• Extracted material:
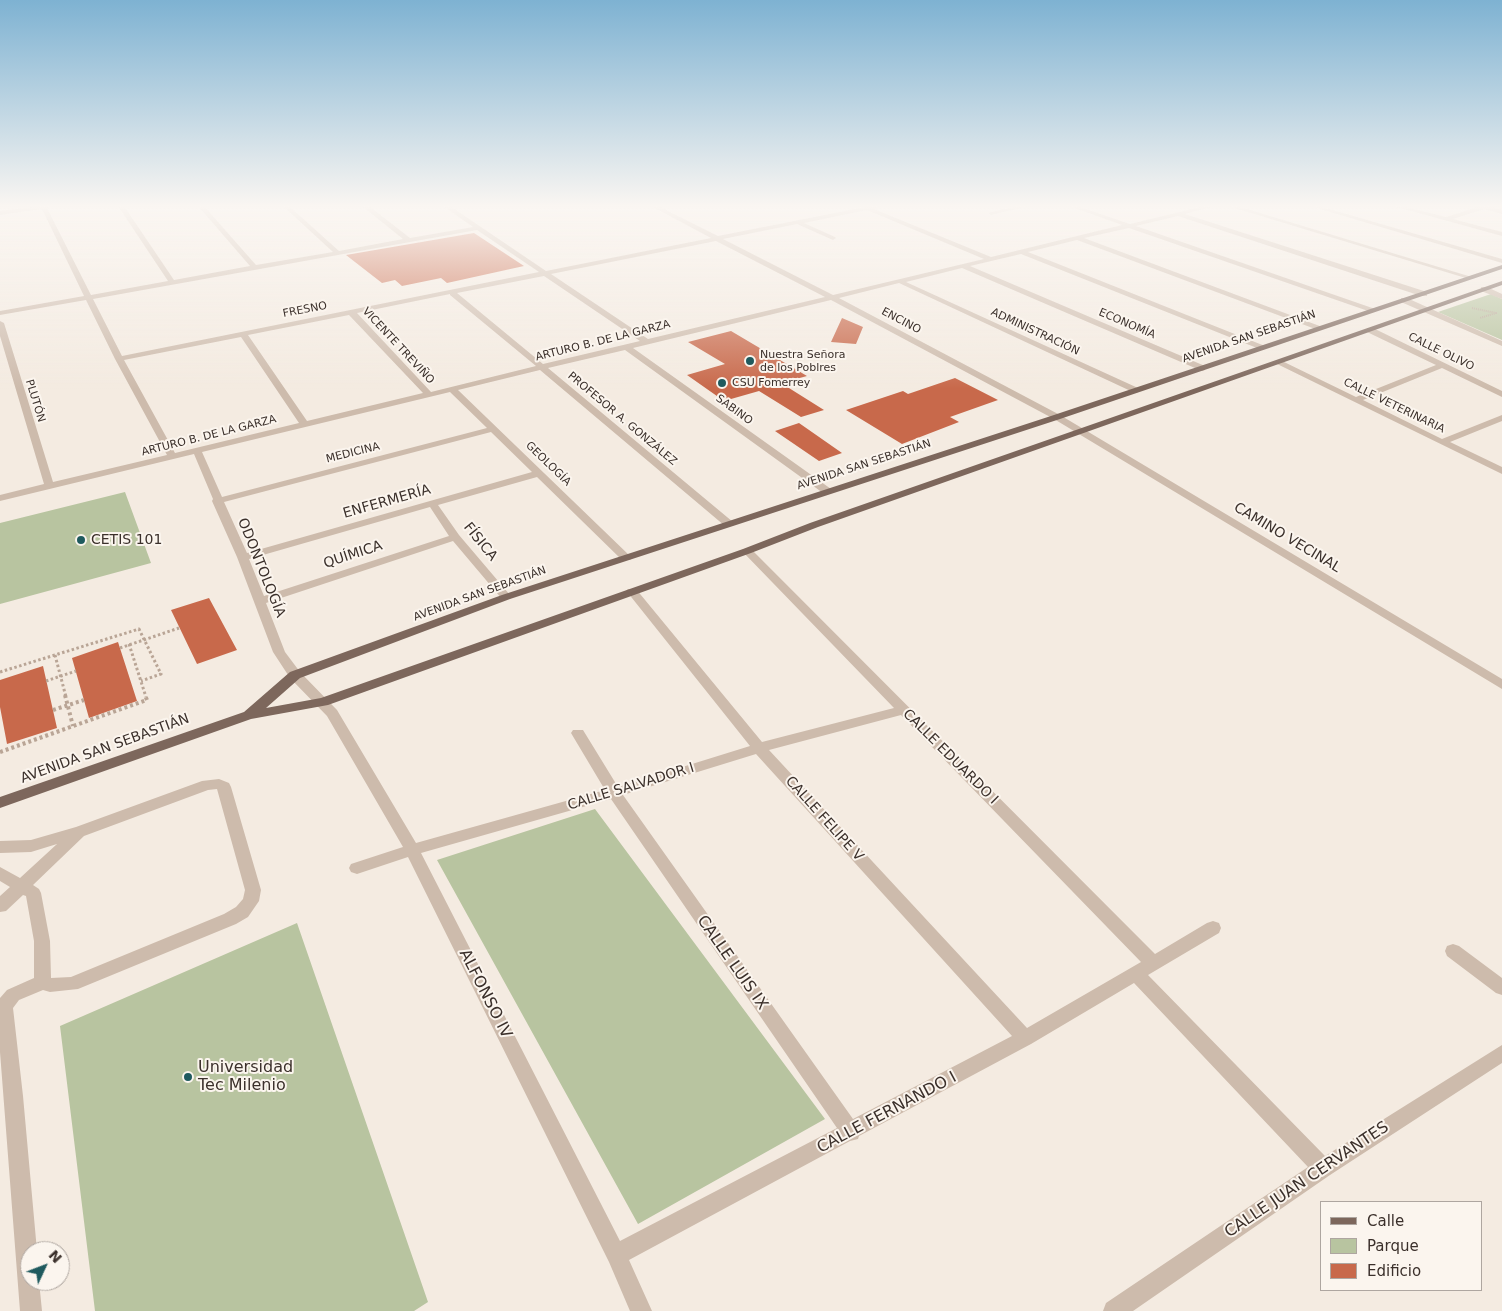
<!DOCTYPE html>
<meta charset="utf-8">
<style>
body{margin:0}
#map{position:relative;width:1502px;height:1311px;overflow:hidden;background:#f4ebe1;font-family:"DejaVu Sans",sans-serif}
canvas{display:block}
.legend{position:absolute;left:1320px;top:1201px;width:162px;height:90px;box-sizing:border-box;background:#fbf5ee;border:1px solid #aea6a0;margin:0;padding:6px 9px;list-style:none;font-size:15px;color:#3b302b}
.legend li{display:flex;align-items:center;gap:10px;height:25px}
.legend b{width:25px;border:1px solid #aea6a0}
.north{position:absolute;left:20px;top:1241px;width:50px;height:50px;box-sizing:border-box;background:#fbf5ee;border:1px solid #aea6a0;border-radius:50%;rotate:47deg;font-size:14px;font-weight:700;line-height:20px;text-align:center;color:#3b302b}
.north::after{content:'';display:block;margin:auto;width:18px;height:22px;background:#1f5a5e;clip-path:polygon(50% 0,100% 100%,50% 72%,0 100%)}
</style>
<div id="map">
<canvas width="1502" height="1311"></canvas>
<ul class="legend">
<li><b style="height:6px;background:#7d675c"></b>Calle</li>
<li><b style="height:14px;background:#b8c4a0"></b>Parque</li>
<li><b style="height:14px;background:#c8694b"></b>Edificio</li>
</ul>
<div class="north">N</div>
</div>
<script>
const c = document.querySelector('canvas').getContext('2d');
c.lineJoin = 'round';
function paint(path, color) { c.fillStyle = color; c.fill(path, 'evenodd'); }
const shape = rows => new Path2D(rows.map(r => 'M' + r).join(''));
function strokePath(path, color, width, dash) { c.strokeStyle = color; c.lineWidth = width; c.lineCap = dash ? 'butt' : 'round'; c.setLineDash(dash || []); c.stroke(path); }
function drawText(font, color, halo, rows, align = 'center') {
  c.font = font + ' "DejaVu Sans",sans-serif'; c.lineWidth = 4; c.setLineDash([]); c.textBaseline = 'middle'; c.strokeStyle = halo; c.fillStyle = color; for (const [text, x, y, turn = 0] of rows) {
    c.save(); c.translate(x, y); c.rotate((+turn || 0) * Math.PI / 180); c.textAlign = isNaN(turn) ? turn : align; if (halo) c.strokeText(text, 0, 0); c.fillText(text, 0, 0); c.restore();
  }
}
paint(shape([
 [1491,294,1502,299,1502,340,1438,312],
 [125,492,151,563,0,604,0,523],
 [595,809,825,1119,638,1224,437,860],
 [297,923,428,1302,414,1311,95,1311,60,1026]
]), '#b8c4a0');
paint(shape([
 [474,233,524,266,447,283,441,278,402,286,395,280,382,283,346,255],
 [842,318,863,327,856,344,831,342],
 [731,331,807,376,781,383,824,410,801,417,759,391,724,401,687,375,725,364,688,342],
 [955,378,998,400,950,417,959,422,902,444,846,410,903,391,908,394],
 [799,423,842,453,819,461,775,431],
 [209,598,237,650,197,664,171,610],
 [118,642,137,701,89,718,72,658],
 [43,666,57,728,7,744,0,707,0,680]
]), '#c8694b');
strokePath(shape([
 [1472,308,1496,313,1480,318]
]), '#b9a596', 2, [1, 1]);
strokePath(shape([
 [129,644,146,697],
 [120,648,179,628],
 [55,655,66,697],
 [0,672,139,629,161,674,141,681],
 [46,681,76,671]
]), '#b9a596', 3, [2.5, 2.5]);
strokePath(shape([
 [65,695,73,726],
 [53,710,84,700],
 [0,752,147,700,145,695]
]), '#b9a596', 4, [3, 3]);
paint(shape([
 [40,206,55,206,47,208,91,295,168,281,118,206,124,206,174,280,250,266,198,206,204,206,256,265,333,252,283,206,289,206,339,251,403,239,362,206,369,206,410,238,473,227,443,206,450,206,546,271,711,238,651,206,658,206,718,236,870,206,881,206,874,209,991,257,1122,225,1069,206,1077,206,1130,224,1204,206,1214,206,1185,214,1427,292,1427,296,1421,296,1178,216,1136,226,1378,310,1371,312,1129,228,1084,238,1325,328,1318,330,1077,240,1028,252,1265,346,1266,348,1262,350,1021,254,970,266,1205,366,1205,370,1202,371,962,268,906,282,1138,388,1138,392,1135,393,899,283,839,298,1060,415,1502,679,1502,689,1054,419,831,300,633,348,831,489,831,493,823,493,625,350,548,368,733,522,734,524,733,526,725,526,540,370,458,390,630,556,632,558,630,560,622,560,537,477,438,505,459,535,510,595,512,597,510,599,502,599,453,541,266,603,285,652,300,672,337,710,416,843,605,790,571,733,573,730,583,730,618,787,750,746,628,593,626,591,628,589,636,589,762,742,894,708,742,551,743,549,751,549,1155,954,1207,923,1213,921,1219,923,1221,928,1219,933,1148,975,1325,1156,1502,1045,1502,1063,1330,1175,1133,1311,1103,1311,1106,1303,1308,1167,1134,983,1031,1044,859,1136,858,1139,850,1141,629,1260,652,1311,630,1311,609,1262,408,857,357,874,351,872,349,868,351,864,403,847,327,716,290,678,273,652,237,557,212,501,213,499,194,454,0,501,0,495,44,484,0,336,0,321,4,323,53,482,167,455,115,359,86,300,0,315,0,311,84,296,42,209,0,215,0,211,40,206],
 [867,210,984,259,833,295,723,239,797,224,833,240,836,238,835,237,804,223,867,210],
 [477,230,539,272,122,356,93,299,477,230],
 [716,241,825,297,648,339,551,274,716,241],
 [544,276,640,341,543,364,457,293,544,276],
 [450,294,450,295,536,366,431,392,357,313,450,294],
 [349,315,423,393,307,421,248,335,349,315],
 [241,337,299,423,175,453,124,360,241,337],
 [450,392,487,428,222,497,202,452,450,392],
 [491,432,532,472,247,553,224,502,491,432],
 [430,507,449,536,264,596,249,559,430,507],
 [901,715,1141,962,1027,1028,769,750,901,715],
 [756,754,1012,1036,853,1119,623,795,756,754],
 [611,799,837,1128,620,1241,421,853,611,799],
 [1017,206,1028,206,991,215,988,213,1017,206],
 [1228,206,1237,206,1475,278,1469,279,1228,206],
 [1310,206,1319,206,1502,259,1502,263,1310,206],
 [1393,206,1402,206,1446,217,1481,206,1490,206,1502,210,1502,214,1484,209,1453,219,1502,232,1502,236,1393,206],
 [1481,287,1487,287,1502,294,1502,299,1481,291,1481,287],
 [1401,298,1407,298,1502,341,1502,346,1401,302,1401,298],
 [1367,328,1373,328,1502,391,1502,397,1442,368,1363,400,1442,439,1502,415,1502,421,1450,442,1502,467,1502,474,1273,362,1280,360,1356,397,1436,365,1367,332,1367,328],
 [219,779,229,783,231,787,261,890,259,901,248,917,236,924,78,989,50,992,43,990,19,1000,13,1008,23,1096,37,1251,30,1251,30,1281,39,1281,42,1311,20,1311,0,1052,0,998,7,990,34,978,34,941,26,896,23,895,6,911,0,912,0,896,10,887,0,881,0,867,20,878,57,844,31,852,0,853,0,841,31,840,76,827,202,781,219,779],
 [217,789,245,890,243,899,236,907,224,914,71,977,51,978,50,941,41,893,39,889,33,885,84,836,208,790,217,789],
 [1453,944,1459,946,1502,978,1502,995,1496,993,1447,956,1445,951,1447,946,1453,944]
]), '#cdbbac');
paint(shape([
 [1502,265,1502,269,1060,419,510,599,300,678,266,708,321,698,743,549,810,523,1502,281,1502,285,818,527,751,553,328,705,251,719,0,808,0,797,244,712,290,672,502,595,1054,415,1502,265]
]), '#7d675c');
const sky = c.createLinearGradient(0, 0, 0, 389);
sky.addColorStop(0, '#7eb2d2');
sky.addColorStop(0.53, '#faf6f2');
sky.addColorStop(1, '#faf6f200');
c.fillStyle = sky;
c.fillRect(0, 0, 1502, 389);
for (const [x, y, r, color] of [
 [750,361,5,"#1f5a5e"],
 [722,383,5,"#1f5a5e"],
 [81,540,5,"#1f5a5e"],
 [188,1077,5,"#1f5a5e"]
]) { const dot = new Path2D(); dot.arc(x, y, r, 0, 2 * Math.PI); c.fillStyle = color; c.fill(dot); strokePath(dot, '#fbf5ee', 2); }
drawText('11px', '#3b302b', '#fbf5ee', [
 ["FRESNO",305,310,-11],
 ["ENCINO",901,321,28],
 ["ECONOMÍA",1127,324,23],
 ["ADMINISTRACIÓN",1035,332,25],
 ["AVENIDA SAN SEBASTIÁN",1249,337,-19],
 ["ARTURO B. DE LA GARZA",603,341,-14],
 ["VICENTE TREVIÑO",398,346,47],
 ["CALLE OLIVO",1441,352,26],
 ["PLUTÓN",35,401,73],
 ["CALLE VETERINARIA",1394,406,26],
 ["SABINO",734,410,36],
 ["PROFESOR A. GONZÁLEZ",622,419,40],
 ["ARTURO B. DE LA GARZA",209,436,-14],
 ["MEDICINA",353,453,-14],
 ["GEOLOGÍA",548,464,44],
 ["AVENIDA SAN SEBASTIÁN",864,465,-18],
 ["AVENIDA SAN SEBASTIÁN",480,594,-20]
]);
drawText('11px', '#3b302b', '#fbf5ee', [
 ["Nuestra Señora",760,355],
 ["de los Poblres",760,368],
 ["CSU Fomerrey",732,383]
], 'left');
drawText('14px', '#3b302b', '#fbf5ee', [
 ["ENFERMERÍA",387,502,-16],
 ["CAMINO VECINAL",1287,538,31],
 ["FÍSICA",480,542,51],
 ["QUÍMICA",353,555,-18],
 ["ODONTOLOGÍA",261,568,68],
 ["AVENIDA SAN SEBASTIÁN",105,749,-20],
 ["CALLE EDUARDO I",950,757,45],
 ["CALLE SALVADOR I",631,787,-17],
 ["CALLE FELIPE V",824,819,48]
]);
drawText('14px', '#3b302b', '#fbf5ee', [
 ["CETIS 101",91,540]
], 'left');
drawText('16px', '#3b302b', '#fbf5ee', [
 ["CALLE LUIS IX",732,963,55],
 ["ALFONSO IV",485,994,63],
 ["CALLE FERNANDO I",887,1113,-28],
 ["CALLE JUAN CERVANTES",1307,1180,-34]
]);
drawText('16px', '#3b302b', '#fbf5ee', [
 ["Universidad",198,1068],
 ["Tec Milenio",198,1086]
], 'left');
</script>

• What you need to do: Among the lines above, find those with the word "canvas" and list them.

• Solution to the problem:
canvas{display:block}
<canvas width="1502" height="1311"></canvas>
const c = document.querySelector('canvas').getContext('2d');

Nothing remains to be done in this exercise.